Several examples for servo.write(), analogoRead(), pinMode(), mapping pots we can easily find on internet and I would like to focus on the mais issue, that was the "logic" I adopted.
When thinking about Manual Operation, there was no challenge at all. analogRead(), map() and display configuration to show values.
A Switch button to toggle between Manual and Auto modes. On Auto Mode, the code reads the stored positions of the servos one at a time.
When it is pressed, the "memory position" increase by one and the angles of all four servos were stored in a Array of 5 variables.
I need to position the Arm in such a way to open the claw, reach an object, grab it, rise/move to another point, open the claw to release and loop this forever. For each group of movements I press green button to store the positions.
If I make a mistake when pressing de the green button, I cycle the "memory position" to the correct step, pressing the black button.
The code permits only Ten memory positions of four servos angles. This "Ten positions" is a number I figured out to a whole cycle of Arm movements before automatic mode loop. This can be increased by simple coding, addind more memory positions arrays and move servos functions.
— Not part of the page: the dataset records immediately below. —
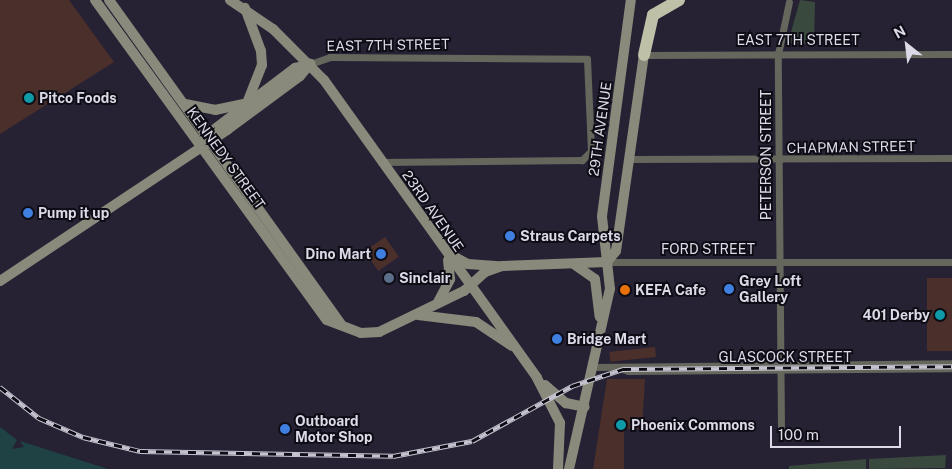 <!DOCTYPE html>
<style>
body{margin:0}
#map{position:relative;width:952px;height:469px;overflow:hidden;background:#262234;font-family:"Public Sans",sans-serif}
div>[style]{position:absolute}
.green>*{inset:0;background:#39493d}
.water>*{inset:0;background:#1f4245}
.pier>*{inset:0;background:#262234}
.building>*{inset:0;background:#4a2f2a;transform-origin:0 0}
.street>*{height:7px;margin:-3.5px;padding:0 3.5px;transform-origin:3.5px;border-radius:3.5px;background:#65665c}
.secondary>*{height:10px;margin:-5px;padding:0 5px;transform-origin:5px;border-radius:5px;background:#898a7b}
.highway>*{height:12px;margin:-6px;padding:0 6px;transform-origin:6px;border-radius:6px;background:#bec0a8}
.rail>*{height:4.5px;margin-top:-2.25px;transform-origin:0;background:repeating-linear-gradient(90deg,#0e0d15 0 8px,#c6c3d0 0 16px);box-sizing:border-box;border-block:1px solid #c6c3d0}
.dots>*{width:14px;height:14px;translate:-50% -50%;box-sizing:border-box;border:2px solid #0e0d15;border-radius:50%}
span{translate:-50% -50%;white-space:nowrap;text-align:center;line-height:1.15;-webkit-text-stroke:4px #0e0d15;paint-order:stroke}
.street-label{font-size:14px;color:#dddae7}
.poi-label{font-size:14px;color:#dddae7;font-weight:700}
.left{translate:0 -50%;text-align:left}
.right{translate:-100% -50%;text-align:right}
.north{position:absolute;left:882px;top:20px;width:50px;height:50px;-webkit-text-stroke:4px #0e0d15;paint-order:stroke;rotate:331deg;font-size:14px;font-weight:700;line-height:20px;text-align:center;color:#dddae7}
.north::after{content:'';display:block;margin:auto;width:18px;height:22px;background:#dddae7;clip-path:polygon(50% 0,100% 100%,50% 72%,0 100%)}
.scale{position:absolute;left:770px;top:426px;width:131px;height:22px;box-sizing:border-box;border:2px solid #dddae7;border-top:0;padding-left:6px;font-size:15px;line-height:18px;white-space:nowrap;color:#dddae7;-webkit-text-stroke:4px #0e0d15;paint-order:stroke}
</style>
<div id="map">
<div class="green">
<div style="clip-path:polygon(800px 0,815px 2px,814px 44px,788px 43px)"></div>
<div style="clip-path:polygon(946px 455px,945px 468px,869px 469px,869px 459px)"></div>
<div style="clip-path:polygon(866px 459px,866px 469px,789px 469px,789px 466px)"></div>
</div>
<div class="water">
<div style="clip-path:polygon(0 427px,20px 436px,125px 469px,0 469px)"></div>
</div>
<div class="pier">
<div style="clip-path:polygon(0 427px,20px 436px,128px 469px,108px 469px,20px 441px,24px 447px,12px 449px,17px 440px)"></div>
</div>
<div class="building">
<div style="clip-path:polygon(0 0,69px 0,114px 62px,0 134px)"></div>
<div style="left:385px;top:237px;width:24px;height:25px;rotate:55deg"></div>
<div style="left:952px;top:278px;width:73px;height:25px;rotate:90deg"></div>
<div style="left:655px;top:347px;width:10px;height:46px;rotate:84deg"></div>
<div style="clip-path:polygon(607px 379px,645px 379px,642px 429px,624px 429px,624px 469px,593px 469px)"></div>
</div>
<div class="street">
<div style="left:644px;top:55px;width:308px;rotate:-0.2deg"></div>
<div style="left:310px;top:64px;width:21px;rotate:-19deg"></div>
<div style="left:330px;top:57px;width:257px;rotate:0.4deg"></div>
<div style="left:587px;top:59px;width:92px;rotate:87.5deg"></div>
<div style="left:591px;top:151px;width:13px;rotate:135deg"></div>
<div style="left:582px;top:160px;width:201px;rotate:179.4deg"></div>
<div style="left:631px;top:159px;width:321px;rotate:-0.2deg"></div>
<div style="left:607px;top:262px;width:345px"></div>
<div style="left:594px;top:367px;width:358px;rotate:-0.6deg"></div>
<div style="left:619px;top:368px;width:9px;rotate:18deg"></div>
<div style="left:628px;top:371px;width:324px;rotate:-0.5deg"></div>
<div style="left:781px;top:428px;width:374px;rotate:-90.5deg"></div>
<div style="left:778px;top:54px;width:53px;rotate:-78.1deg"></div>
</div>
<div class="secondary">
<div style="left:95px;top:0;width:395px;rotate:54.1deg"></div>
<div style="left:327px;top:320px;width:36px;rotate:21deg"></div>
<div style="left:361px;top:333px;width:18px;rotate:-3deg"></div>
<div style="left:379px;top:332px;width:94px;rotate:-25.8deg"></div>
<div style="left:464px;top:291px;width:28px;rotate:-42deg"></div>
<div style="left:485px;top:272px;width:18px;rotate:-19deg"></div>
<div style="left:502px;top:266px;width:105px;rotate:-2.2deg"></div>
<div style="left:109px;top:0;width:398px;rotate:54.4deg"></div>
<div style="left:230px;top:0;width:52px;rotate:34deg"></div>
<div style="left:273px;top:29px;width:72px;rotate:45deg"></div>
<div style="left:324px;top:80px;width:366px;rotate:54.4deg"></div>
<div style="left:537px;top:378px;width:51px;rotate:62.9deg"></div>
<div style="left:560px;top:423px;width:46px;rotate:92.5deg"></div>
<div style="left:185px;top:104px;width:31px;rotate:11deg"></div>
<div style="left:215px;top:110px;width:33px;rotate:-12deg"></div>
<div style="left:247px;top:103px;width:41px;rotate:-68.5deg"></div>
<div style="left:262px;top:65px;width:14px;rotate:-94deg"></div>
<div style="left:261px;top:51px;width:46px;rotate:-110.4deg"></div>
<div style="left:203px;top:138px;width:116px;rotate:-37.3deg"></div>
<div style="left:295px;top:68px;width:16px;rotate:-15deg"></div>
<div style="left:449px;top:254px;width:21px;rotate:28deg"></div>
<div style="left:468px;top:264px;width:31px;rotate:4deg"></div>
<div style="left:607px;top:262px;width:14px;rotate:-51deg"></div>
<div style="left:616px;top:251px;width:198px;rotate:-81.9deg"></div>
<div style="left:575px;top:265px;width:24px;rotate:35deg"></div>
<div style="left:595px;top:279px;width:38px;rotate:83deg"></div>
<div style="left:0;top:281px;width:273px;rotate:-33.6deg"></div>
<div style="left:227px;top:130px;width:91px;rotate:-36.5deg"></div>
<div style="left:300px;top:76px;width:16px;rotate:-50deg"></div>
<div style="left:438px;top:302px;width:26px;rotate:-62deg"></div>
<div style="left:450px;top:279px;width:19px;rotate:-96deg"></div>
<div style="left:418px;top:315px;width:58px;rotate:6.9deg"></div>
<div style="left:476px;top:322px;width:43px;rotate:33.7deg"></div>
<div style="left:545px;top:385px;width:28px;rotate:41deg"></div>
<div style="left:566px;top:403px;width:19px;rotate:12deg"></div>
<div style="left:569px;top:469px;width:185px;rotate:-77.2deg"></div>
<div style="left:610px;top:289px;width:73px;rotate:-96.3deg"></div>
<div style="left:602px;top:216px;width:218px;rotate:-82.4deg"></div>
</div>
<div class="highway">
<div style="left:644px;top:55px;width:41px;rotate:-77.3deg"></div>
<div style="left:653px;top:15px;width:30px;rotate:-30deg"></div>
</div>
<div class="rail">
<div style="left:0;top:387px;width:50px;rotate:38.5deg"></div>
<div style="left:39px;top:418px;width:48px;rotate:23.4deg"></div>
<div style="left:83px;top:437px;width:59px;rotate:13.8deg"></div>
<div style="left:140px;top:451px;width:253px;rotate:1.1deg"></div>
<div style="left:393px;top:456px;width:80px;rotate:-10.8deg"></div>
<div style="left:472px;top:441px;width:114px;rotate:-28.8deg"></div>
<div style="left:572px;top:386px;width:54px;rotate:-18.4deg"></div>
<div style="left:623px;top:369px;width:329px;rotate:-0.5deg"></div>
</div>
<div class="dots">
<div style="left:29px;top:98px;background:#0f9aa8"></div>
<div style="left:28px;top:213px;background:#3f7fe0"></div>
<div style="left:510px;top:236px;background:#3f7fe0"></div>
<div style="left:381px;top:254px;background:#3f7fe0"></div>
<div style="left:389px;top:278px;background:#5c6f8a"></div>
<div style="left:729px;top:289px;background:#3f7fe0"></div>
<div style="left:625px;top:290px;background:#e8710a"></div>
<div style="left:940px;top:315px;background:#0f9aa8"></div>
<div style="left:557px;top:339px;background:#3f7fe0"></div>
<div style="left:621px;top:425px;background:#0f9aa8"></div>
<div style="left:285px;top:429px;background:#3f7fe0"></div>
</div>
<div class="street-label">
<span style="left:798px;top:40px">EAST 7TH STREET</span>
<span style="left:388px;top:45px;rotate:-1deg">EAST 7TH STREET</span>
<span style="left:600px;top:129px;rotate:-82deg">29TH AVENUE</span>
<span style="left:851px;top:147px;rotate:-1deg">CHAPMAN STREET</span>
<span style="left:766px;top:155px;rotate:-90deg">PETERSON STREET</span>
<span style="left:226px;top:158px;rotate:54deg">KENNEDY STREET</span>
<span style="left:433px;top:211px;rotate:55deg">23RD AVENUE</span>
<span style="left:708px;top:249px">FORD STREET</span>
<span style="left:785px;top:357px">GLASCOCK STREET</span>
</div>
<div class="poi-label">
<span class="left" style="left:39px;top:98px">Pitco Foods</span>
<span class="left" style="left:38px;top:213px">Pump it up</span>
<span class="left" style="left:520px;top:236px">Straus Carpets</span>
<span class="right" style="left:371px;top:254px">Dino Mart</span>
<span class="left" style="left:399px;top:278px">Sinclair</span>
<span class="left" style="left:739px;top:289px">Grey Loft<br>Gallery</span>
<span class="left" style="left:635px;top:290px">KEFA Cafe</span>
<span class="right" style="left:930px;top:315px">401 Derby</span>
<span class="left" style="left:567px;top:339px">Bridge Mart</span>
<span class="left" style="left:295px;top:429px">Outboard<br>Motor Shop</span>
<span class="left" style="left:631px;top:425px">Phoenix Commons</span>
</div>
<div class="north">N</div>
<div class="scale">100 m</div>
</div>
When the Switch button is toggled to Auto Mode, a bunch of code functions will move the servos accordingly to the total memory positions stored and loop it. Here is when "the magic happens!" the code is so simple I am amazed.
On the Display, a message "Program Running" with an "animated" " > " characther make things "professional...".
If there is no memory positions previously stored, a message " Empty Memory" is displayed.
Deal with those fragile mini servos can be tricky. I fried two. I do not know exactly why, but sometimes they get very hot. I guess this can be a current problem. Calibrate them prior to mount the Arm is important.
The movement of the servos is also a thing to improve. I am reading about install 100nF capacitors on signal wires of the potenciometers.
I am also about to try the " VarSpeedServo.h" library to make servos moving smothly.
I did not deal with "debouncing" issues. I have been reading about it.
For now, if the power is down, the memory stored is lost. I am reading about using the Arduino's EEPROM to keep the memory stored. This will be very interesting but I need to study and learn more to do this.
This "MeArm" arm is fine and cheap. It is funny to build and set up. Instructions are widely available on internet. The acrylic material seems to be more resistant then mdf I suppose.
No suprise if in future I get a bigger aluminium Arm with bigger servos...The temptation is to build a 5DOF or even more degrees of freedom witch means I will need a bigger Controlbox...
This arm is named after "Tobor the Great", a 1954 sci-fi movie, with this description at Wikipedia:
"In a review in The New York Times, Tobor the Great is characterized as "This children's sci-fi adventure (that) chronicles the friendship between an 11-year-old and his grandfather's robot Tobor, who was designed to explore deep space."
My "Tobor" is not as smart or dramatic, but my son really love it.
I hope you enjoy and make comments! Tobor will thank you all!